Puisqu’il se trouve des critiques qui ne voient pas la personnalité de saint Paul dans ses épîtres, il y en aura toujours qui ne remarqueront pas le rôle prépondérant de saint Pierre dans la fondation de l’Église. Nous ne nous arrêterons pas plus longtemps à les réfuter et nous passerons à l’objection qu’on soulève contre la succession romaine du pêcheur galiléen.

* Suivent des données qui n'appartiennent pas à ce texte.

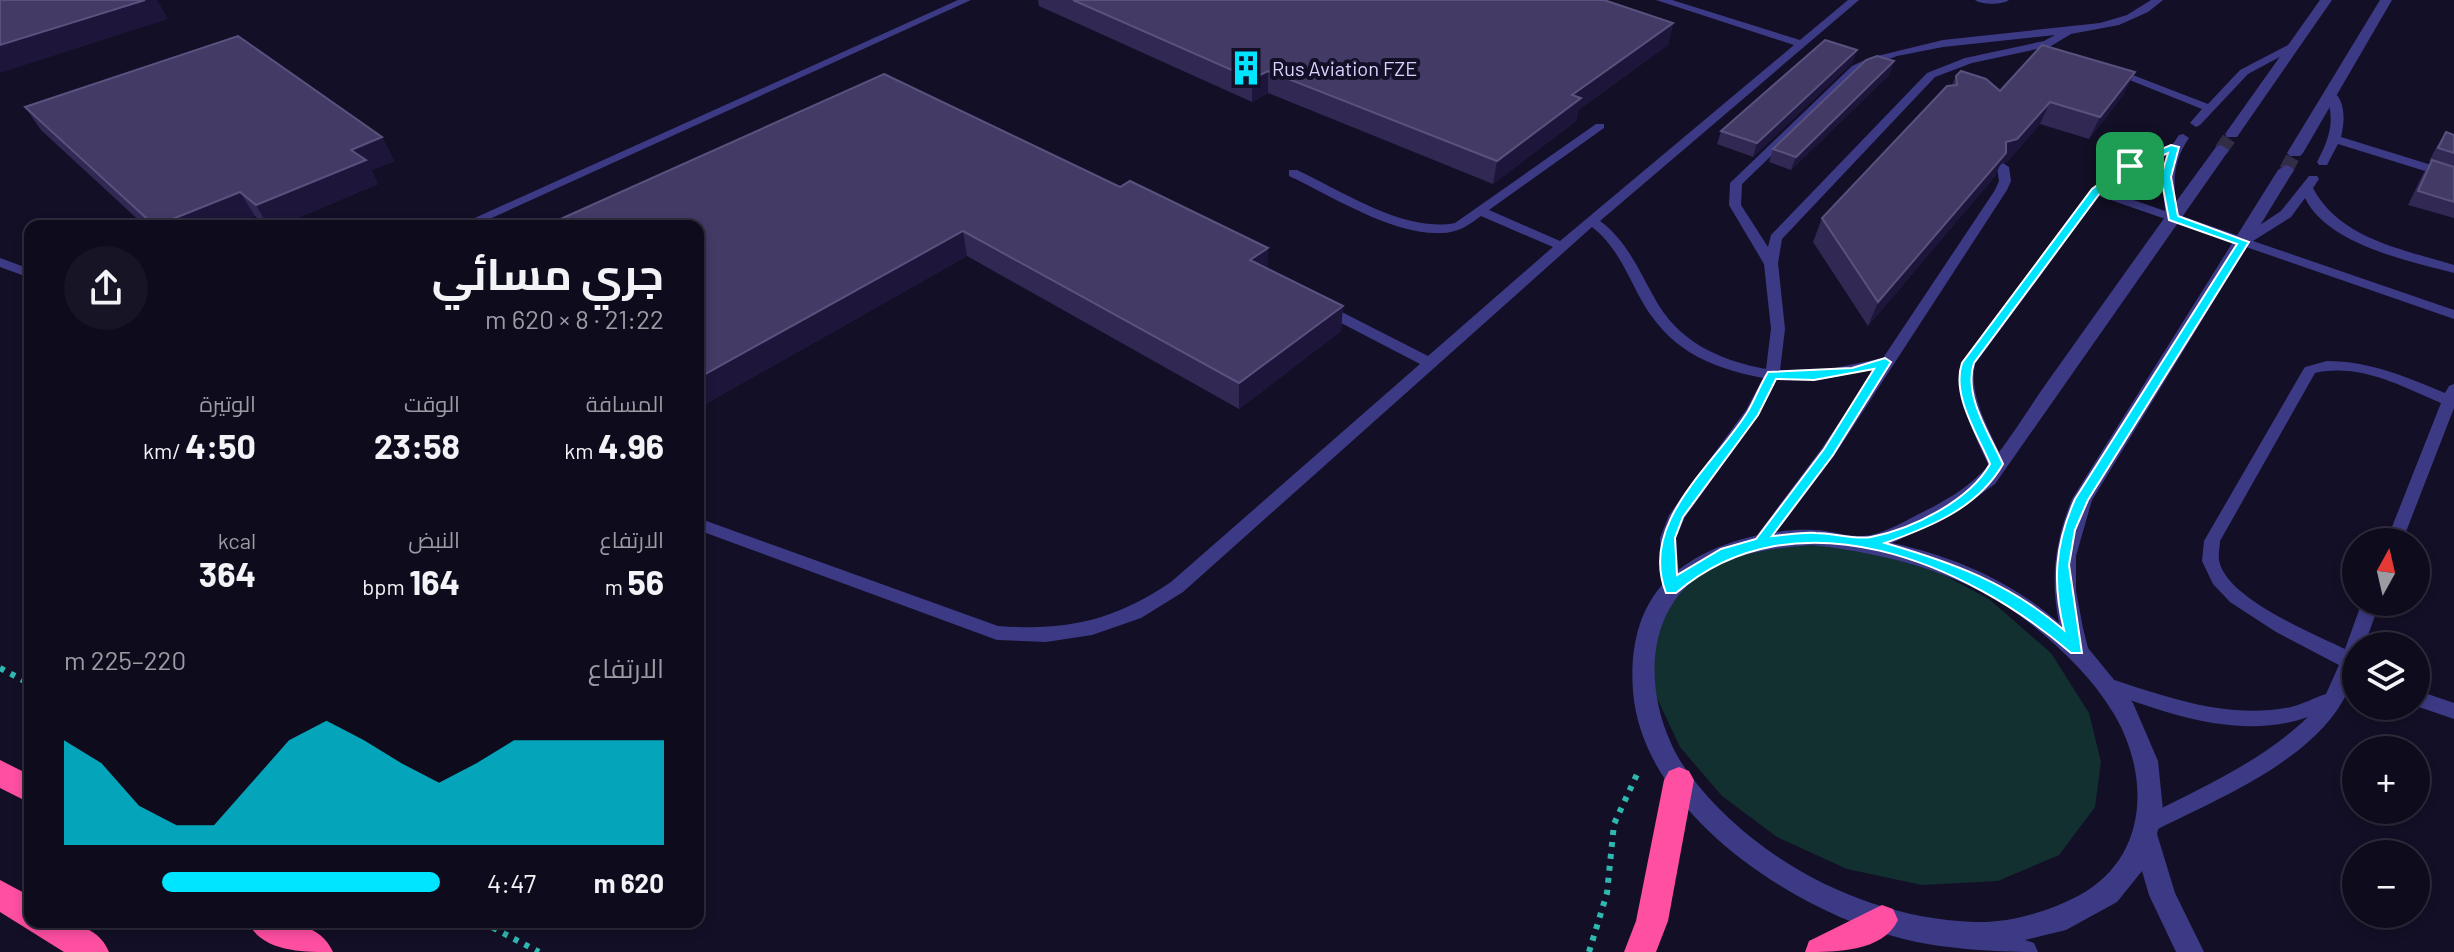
<!DOCTYPE html>
<html lang="ar">
<head>
<meta charset="utf-8">
<style>
	:root { --surface:#0e0b1c; --page:#171425; --text:#f1f3f6; --muted:#9b9ba3; --line:#2e2b3b; --accent:#00e5ff }
	body { margin:0; font-family:Barlow,Cairo,sans-serif; background:var(--page); color:var(--text); direction:rtl; height:100vh; display:flex; flex-direction:column; font-size:30px; white-space:nowrap }
	* { box-sizing:border-box; margin:0 }
	p { font-size:26px; color:var(--muted) }
	.icon { flex:none; width:44px; height:44px; fill:none; stroke:currentColor; stroke-width:2; stroke-linecap:round; stroke-linejoin:round }
	.map { position:relative; flex:1; overflow:hidden; direction:ltr }
	.sheet { position:absolute; left:24px; top:220px; width:680px; height:708px; display:flex; flex-direction:column; background:var(--surface); border-radius:16px; box-shadow:0 4px 12px #0003,0 0 0 2px var(--line); direction:rtl }
	.sheet>* { flex:none }
	.needle { width:52px; rotate:8deg }
	.fabs { position:absolute; left:2342px; top:528px; display:grid; gap:16px }
	.fabs a { display:grid; place-items:center; width:88px; height:88px; border-radius:50%; background:var(--surface); box-shadow:0 4px 12px #0003,0 0 0 2px var(--line); font-size:40px }
	.pin { position:absolute; display:grid; place-items:center; width:68px; height:68px; color:#fff; margin:-34px; border-radius:16px; box-shadow:0 4px 12px #0006 }
	.round { display:grid; place-items:center; flex:none; width:84px; height:84px; border-radius:42px; background:var(--page) }
	.summary { display:flex; align-items:center; justify-content:space-between; height:136px; padding:0 40px }
	h1 { font-size:44px; font-weight:700; line-height:60px }
	.stats { display:grid; grid-template-columns:repeat(3,1fr); gap:12px; height:136px; padding:8px 40px }
	.stats div { display:grid; align-content:center }
	.stats b { font-size:34px; font-weight:700 }
	.stats small { font-size:22px; font-weight:400 }
	.stats p { font-size:22px }
	.chart { height:224px; padding:16px 40px }
	.chart p { display:flex; justify-content:space-between }
	.chart svg { width:100%; height:144px; margin-top:8px; fill:var(--accent); opacity:.7 }
	ul { padding:0 40px; list-style:none; font-size:26px }
	li { display:grid; grid-template-columns:128px 96px 1fr; align-items:center; height:60px }
	li i { height:20px; border-radius:10px; background:var(--accent) }
	.map>svg:first-child { display:block }
	.green { fill:#12302f }
	.lines { fill:none; stroke-linecap:round; stroke-linejoin:round }
	.street-tunnel { stroke:#312d47; stroke-width:14; stroke-dasharray:14 7; stroke-linecap:butt }
	.path { stroke:#2fb8b0; stroke-width:6; stroke-dasharray:5 7; stroke-linecap:butt }
	.lane { fill:#3d3a85; fill-rule:evenodd }
	.street { fill:#3d3a85; fill-rule:evenodd }
	.highway { fill:#ff4fa3; fill-rule:evenodd }
	.wall { fill:#312854 }
	.shaded-wall { fill:#1d163a }
	.building { fill:#433a66; stroke:#5a527e; stroke-width:2 }
	.route { fill:#00e5ff; stroke:#fff; stroke-width:2; fill-rule:evenodd }
	.labels { text-anchor:middle; dominant-baseline:central; stroke-width:8; stroke-linejoin:round; paint-order:stroke }
	.far-poi-label { font-size:20px; fill:#d9d4ff; stroke:#130f26; text-anchor:start }
</style>
</head>
<body>
<div class="map">
<svg width="2454" height="952" viewBox="0 0 2454 952">
	<rect width="100%" height="100%" fill="#130f26"/>
	<!-- green -->
	<path class="green" d="M1844,543L1925,565L1989,599L2051,653L2089,713L2101,762L2095,807L2059,855L1998,881L1922,885L1847,869L1777,837L1722,796L1680,747L1655,694L1651,635L1673,589L1720,555L1754,547Z"/>
	<g class="lines">
		<!-- street-tunnel -->
		<path class="street-tunnel" d="M2221,150L2232,134
			M2286,170L2295,153"/>
		<!-- path -->
		<path class="path" d="M0,668L30,684
			M482,922L539,952
			M1589,952L1607,893L1614,824L1639,770"/>
		<!-- lane -->
		<path class="lane" d="M958,0H971L474,226H457Z
			M1656,0H1672L1800,40L1848,0H1859L1600,221C1627,241 1638,269 1654,297C1677,341 1718,360 1766,369L1771,329L1764,264L1729,205L1730,183L1852,66L1869,58L1943,40L2100,23L2127,15L2151,0H2163L2148,12L2119,25L2071,34L2051,46L1972,63L1935,77L1782,239L1778,263L1785,329L1780,370L1830,369L1883,358L1995,190L1999,181L1997,167L2003,163L2009,167L2011,181L2007,190L1834,456L1766,546H1754L1752,542L1822,448L1875,369L1830,378L1777,379L1758,416L1685,517L1676,538L1680,589L1677,594H1665L1662,589L1660,538L1669,515L1746,410L1763,378C1706,367 1666,348 1638,294C1625,269 1615,245 1592,227L1183,592L1141,618L1092,635L1046,642L997,640L698,530V518L998,626C1067,631 1113,621 1171,582L1420,364L1320,312L1318,309L1320,306H1330L1428,356L1553,247L1481,216C1469,225 1458,233 1441,233C1392,235 1332,196 1289,176V170H1297C1342,191 1405,233 1455,223L1596,124H1604V128L1489,210L1560,241L1794,45ZM2055,35L2044,41L1965,58L1927,73L1771,235L1768,247L1741,205L1742,184L1860,70L1897,56L1943,47Z
			M1975,0H2009C2002,5 1982,5 1975,0Z
			M2294,42L2299,45L2298,47L2248,74L2200,125L2196,127L2190,123L2202,109L2107,71L2117,69L2208,104L2240,70Z
			M2331,90C2346,99 2345,121 2341,137L2454,172V180L2338,144L2327,165H2319L2317,162C2330,138 2336,119 2325,93Z
			M2183,134L2189,138C2172,162 2172,187 2179,215L2242,237L2281,211L2309,176H2317L2319,179L2313,188C2340,239 2402,249 2454,265V273C2408,261 2327,244 2305,198L2291,217L2253,241L2454,310V319L2099,196L1975,364C1968,399 1992,432 2004,464L1996,469L1990,468C1976,439 1954,395 1961,363L2092,188L2126,163L2173,144L2179,135ZM2167,155L2162,176L2165,211L2105,190L2134,169Z
			M0,258L30,269V278L0,267Z
			M2327,361C2370,361 2406,377 2445,393L2449,386L2454,384V408L2402,542H2386L2441,403C2401,386 2360,363 2315,373L2220,541C2220,547 2218,554 2219,560C2225,598 2314,634 2345,649L2362,602H2380L2364,646H2356C2356,654 2357,663 2355,671C2335,752 2225,795 2158,829L2151,832L2144,829L2141,823L2144,817C2201,788 2261,762 2308,717C2239,741 2167,713 2101,690L2099,685L2101,680L2108,678C2167,697 2228,720 2291,707C2303,704 2314,698 2326,694L2339,665L2276,632L2230,602L2213,584L2202,561L2204,541L2303,370L2305,367Z
			M2416,690L2454,703V719L2416,706Z"/>
		<!-- street -->
		<path class="street" d="M2320,0H2332L2237,137H2227L2225,134Z
			M2380,0H2392L2303,153L2300,156H2290L2287,153Z
			M2221,145L2229,150L1995,484L1953,514L1892,543C1953,556 2013,582 2059,623C2050,578 2055,541 2072,499L2278,170L2286,165L2291,167L2294,170L2092,500L2076,556V591L2083,628L2088,648L2133,703L2158,761L2163,810L2157,834L2175,893L2204,952H2176L2149,895L2142,871L2117,902L2066,930L2025,940L2034,943L2038,952C1995,952 1941,949 1900,938C1792,910 1642,812 1633,691C1630,652 1637,610 1666,581C1701,545 1765,528 1814,530C1830,530 1847,537 1862,536C1880,536 1905,521 1921,513C1941,503 1963,491 1979,475C2003,453 2032,402 2053,374C2107,298 2161,222 2216,147ZM1812,545C1890,554 1970,574 2032,625C2063,650 2093,679 2114,714C2151,777 2148,859 2078,896C2048,912 2009,923 1975,922C1866,919 1755,861 1689,774C1645,714 1635,613 1708,570C1739,552 1776,548 1812,545Z"/>
		<!-- highway -->
		<path class="highway" d="M0,760L30,775V803L0,788Z
			M1679,767L1689,771L1694,780L1668,921L1656,952H1624L1636,921L1664,780L1669,771Z
			M0,880L30,896V922C59,922 96,920 109,952H64L0,912Z
			M1882,905L1893,909L1898,920C1883,952 1836,952 1805,952L1809,941Z
			M248,922C278,922 319,919 333,952C303,952 262,952 248,922Z"/>
	</g>
	<!-- wall -->
	<path class="wall" d="M1038,0H1604L1673,23L1668,45L1578,110L1576,121L1493,184L1268,93L1252,102L1039,6Z
		M1853,62L1753,157L1717,144L1721,131Z
		M2135,72L2123,95L2089,139L2040,124L2007,162L2001,163L1995,176L1868,326L1813,242L1822,218L1952,85L1956,76L2000,91Z
		M1890,74L1791,170L1769,162L1773,149Z
		M25,107L382,137L394,161L371,170L378,184L278,226H266L255,216L231,226H145L41,130Z
		M2446,132L2454,135V218L2408,205L2423,174L2431,162L2429,161L2437,146Z
		M1120,187L1268,248L1267,269L1343,306L1341,331L1239,409L967,256L700,407L698,406V226Z"/>
	<!-- shaded-wall -->
	<path class="shaded-wall" d="M145,0H157L168,19L0,73V45Z
		M1673,23L1668,45L1578,110L1576,121L1493,184L1497,161L1572,95Z
		M1857,50L1853,62L1753,157L1757,143Z
		M1894,61L1890,74L1791,170L1796,157Z
		M1268,71V93L1252,102V79Z
		M2135,72L2123,95L2089,139L2100,117Z
		M2050,102L2040,124L2007,162L2001,163L1995,176L1868,326L1878,302L2006,142Z
		M382,137L394,161L371,170L378,184L278,226H268L256,205L351,150Z
		M240,192L255,216L231,226H156Z
		M963,231L967,256L700,407L698,403V378Z
		M1268,248L1267,273L1250,260Z
		M1343,306L1341,331L1239,409V383Z"/>
	<!-- building -->
	<path class="building" d="M0,0H145L0,45Z
		M1073,0H1604L1673,23L1572,95L1581,98L1497,161L1268,71L1252,79Z
		M238,36L382,137L351,150L366,160L256,205L240,192L155,226L25,107Z
		M1825,40L1857,50L1757,143L1721,131Z
		M2042,45L2135,72L2100,117L2050,102L2017,139L2006,142V153L1878,302L1822,218L1947,86L1957,85L1956,76L1961,71L1986,79L2000,91Z
		M1877,56L1894,61L1796,157L1773,149L1866,60Z
		M884,74L1120,187L1130,181L1268,248L1250,260L1343,306L1239,383L963,231L698,378V226H545Z
		M2446,132L2454,135V153L2438,148Z
		M2432,160L2454,167V202L2418,191Z"/>
	<!-- route -->
	<path class="route" d="M2171,145L2179,147L2171,177L2178,216L2249,242L2088,500L2075,530L2069,565L2082,653H2071C1967,563 1796,490 1676,593H1666C1638,521 1715,465 1748,411C1755,399 1760,385 1768,372L1852,368L1885,358L1891,362L1833,455L1772,536C1787,535 1801,532 1816,533C1833,533 1854,540 1871,537C1912,529 1969,501 1990,464C1978,435 1951,395 1962,363L2092,189L2126,164ZM2168,153L2161,177L2169,220L2237,244L2075,499C2055,544 2052,582 2064,630C2009,583 1954,563 1885,543C1930,527 1978,508 2003,464C1990,435 1963,395 1974,363L2100,193L2133,168ZM1874,369L1824,449L1756,539L1721,549L1677,575L1675,538L1683,517L1758,415L1776,379L1814,380Z"/>
	<!-- icons -->
	<defs>
		<g id="building-bare" transform="scale(2.76)"><path d="M-4-6H4V6H1V3H-1V6H-4ZM-2.5-4.3h1.7v1.8h-1.7ZM.8-4.3h1.7v1.8H.8ZM-2.5-1h1.7V.8h-1.7ZM.8-1h1.7V.8H.8Z" fill="#00e5ff" stroke="#130f26" stroke-width="2.5" paint-order="stroke"/></g>
	</defs>
	<g fill-rule="evenodd">
		<use href="#building-bare" x="1246" y="68"/>
	</g>
	<g class="labels">
		<!-- far-poi labels -->
		<g class="far-poi-label">
			<text x="1272" y="68">Rus Aviation FZE</text>
		</g>
	</g>
</svg>
<div class="fabs">
<a><svg class="needle" viewBox="-14 -14 28 28"><path d="M0-13l5 13h-10z" fill="#e53935"/><path d="M0 13l5-13h-10z" fill="#9b9ba3"/></svg></a>
<a><svg class="icon" aria-label="layers" viewBox="0 0 24 24"><path d="M12 4l9 5-9 5-9-5zM3 14l9 5 9-5"/></svg></a>
<a>+</a>
<a>−</a>
</div>
<div class="pin" style="left:2130px;top:166px;background:#1e9e55"><svg class="icon" aria-label="arrive" viewBox="0 0 24 24"><path d="M6 21V4h12l-3 4 3 4H6"/></svg></div>
<section class="sheet">
<div class="summary"><div><h1>جري مسائي</h1><p>21:22 · 8 × 620 m</p></div><a class="round"><svg class="icon" aria-label="share" viewBox="0 0 24 24"><path d="M12 15V3M7 8l5-5 5 5M5 13v7h14v-7"/></svg></a></div>
<div class="stats">
<div><p>المسافة</p><b>4.96<small> km</small></b></div>
<div><p>الوقت</p><b>23:58</b></div>
<div><p>الوتيرة</p><b>4:50<small> /km</small></b></div>
</div>
<div class="stats">
<div><p>الارتفاع</p><b>56<small> m</small></b></div>
<div><p>النبض</p><b>164<small> bpm</small></b></div>
<div><p>kcal</p><b>364</b></div>
</div>
<div class="chart"><p><span>الارتفاع</span>220–225 m</p>
<svg viewBox="0 0 160 44" preserveAspectRatio="none"><path d="M0 44V12L10 19L20 32L30 38L40 38L50 25L60 12L70 6L80 12L90 19L100 25L110 19L120 12L130 12L140 12L150 12L160 12V44z"/></svg>
</div>
<ul>
<li><b>620 m</b>4:47<i style="width:74%"></i></li>
</ul>
</section>
</div>
</body>
</html>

  1. Les auteurs protestants n’ont pas en général autant de bonne foi. Pourtant les meilleurs d’entre eux avouent le fait tout en faisant des efforts inutiles pour l’expliquer à leur façon. Voici, par exemple, les paroles de M. de Pressensé (Histoire des trois premiers siècles du Christianisme, 1re éd., t. l, p. 358, 359, 360) : « Pendant tous ces premiers temps l’apôtre Pierre exerça une influence prépondérante. On a vu dans le rôle qu’il joua alors une preuve de sa primauté. Mais, à y regarder de près, on reconnaît qu’il n’a fait que déployer ses dons naturels ( !) purifiés et agrandis par l’Esprit divin. » « Du reste le récit de saint Luc ne justifie en rien les idées hiérarchiques. Tout est naturel et spontané dans la conduite de saint Pierre. Il n’est pas président d’office d’une espèce de collège apostolique. » (M. de Pressensé confond évidemment l’accident d’une officialité plus ou moins prononcée avec la substance de la primauté). « Il n’agit qu’avec le conseil de ses frères » (il paraît que d’après les idées protestantes le conseil exclut l’autorité), « soit pour le choix d’un nouvel apôtre, soit à la Pentecôte, soit devant le peuple, soit devant le sanhédrin. Pierre avait été le plus humilié des premiers chrétiens, voilà pourquoi il fut le plus promptement élevé. » C’est avec de mauvaises plaisanteries de ce genre que le protestantisme veut éluder des textes formels de l’Écriture Sainte, après avoir proclamé cette Écriture comme source unique de la vérité religieuse.
  2. Vie de Jésus, trad. Littré. Paris, 1839, t. I, IIe partie, p. 584, cf. p. 378.
  3. Sermons et Discours de Philarète, métropolite de Moscou, 1873, ssq. t. II, p. 214.
  4. Ibidem.
  5. On sait que l’Église gréco-russe attribue ce titre en particulier à trois anciens hiérarques : saint Basile de Césarée, dit le Grand, saint Grégoire de Nazianze, dit le Théologien, et saint Jean-Chrysostome. Ils ont une fête en commun le 30 janvier de notre calendrier.
  6. Ioh. Chrys. Opp., t. IX, col. 27, 30, 31.
  7. Ceux de nos lecteurs orthodoxes qui, pour reconnaître le rôle exceptionnel de Pierre dans l’histoire du Nouveau Testament, ne trouveraient pas suffisante l’autorité des Saints Pères tels que Jean Chrysostome, ni même celle des Théologiens russes tels que Mgr Philarète, seront peut être accessibles à une preuve pour ainsi dire statistique. En considérant que parmi les disciples immédiats de Jésus aucun n’a autant de droits à une place marquée que saint Jean, l’apôtre bien-aimé, j’ai compté combien de fois les Évangiles et les Actes font mention de Jean et combien de fois de Pierre. Il se trouve que le rapport est de 1 à 4 à peu près. Saint Pierre est nommé 171 fois (114 dans les Évangiles et 57 dans les Actes), et saint Jean — 46 fois seulement (38 fois dans les Évangiles — y compris les cas où il parle de lui-même d’une manière indirecte — et 8 fois dans les Actes).